Ces mécanismes révèlent souvent un manque de confiance en soi et une peur enfouie de réussir, d’être aimé ou d’être vu tel qu’on est.


Sortir de l’auto-sabotage

Sortir de ce cercle demande de la conscience, de la bienveillance et de la patience.


Voici quelques pistes :

  • Prendre conscience du schéma : identifier les moments où l’on agit contre soi, sans jugement. Le simple fait de mettre des mots ouvre la porte au changement.

  • Explorer ses peurs : qu’est-ce qui m’effraie dans la réussite ? qu’est-ce que je risque vraiment à me faire confiance ?

  • Modifier son discours intérieur : remplacer la voix critique par une parole encourageante.

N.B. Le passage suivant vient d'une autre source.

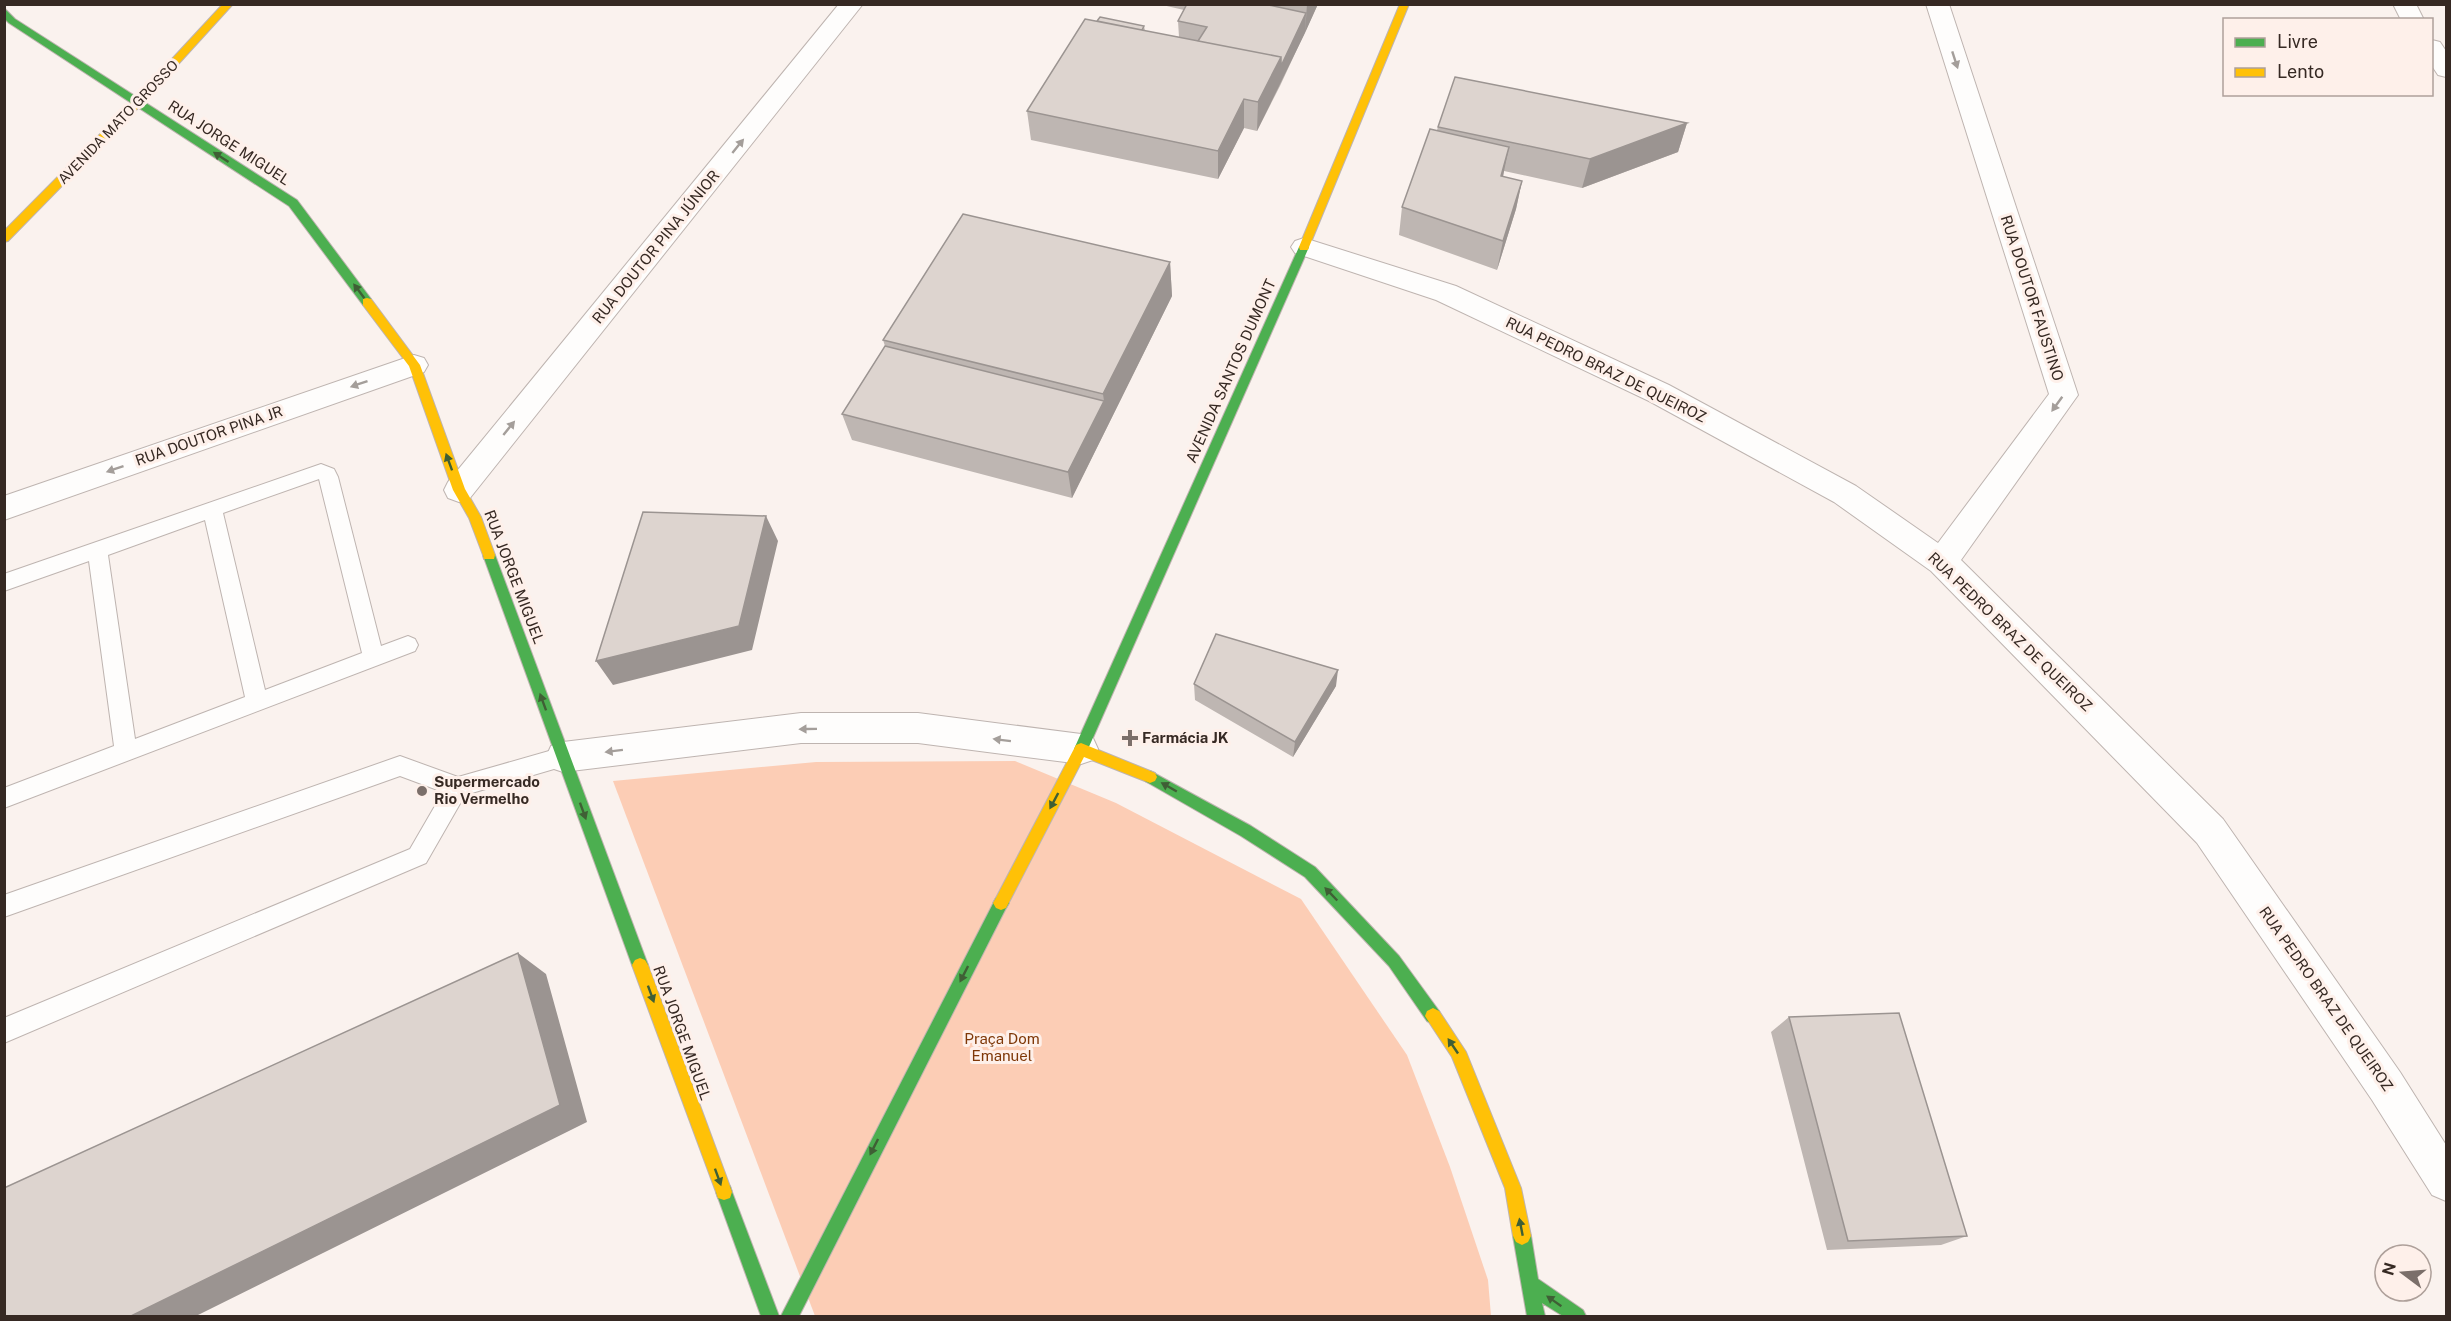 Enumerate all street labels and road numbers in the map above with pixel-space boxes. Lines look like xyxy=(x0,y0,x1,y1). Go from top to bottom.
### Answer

Se parler comme on le ferait à un ami.

  • Fixer des objectifs réalistes : avancer pas à pas, célébrer chaque progrès, même petit.

  • Se faire accompagner : un thérapeute peut aider à dénouer les croyances profondes et renforcer l’estime de soi.

  • Apprendre à s’aimer sans condition : comprendre que l’on mérite le bien, même imparfaitement.


« Lorsque tu t’auto-sabotes, ce n’est pas parce que tu veux échouer. C’est souvent parce que tu as peur de ne plus reconnaître la personne que tu serais si tu réussissais. » — Gay Hendricks, Le Grand Saut

L’auto-sabotage n’est pas une fatalité. Il signale une partie de nous qui a peur, mais qui a besoin d’être écoutée, comprise et apaisée. En apprenant à nous faire confiance, à accueillir nos erreurs et à reconnaître notre valeur, nous cessons d’être notre propre ennemi… et devenons enfin notre plus grand allié.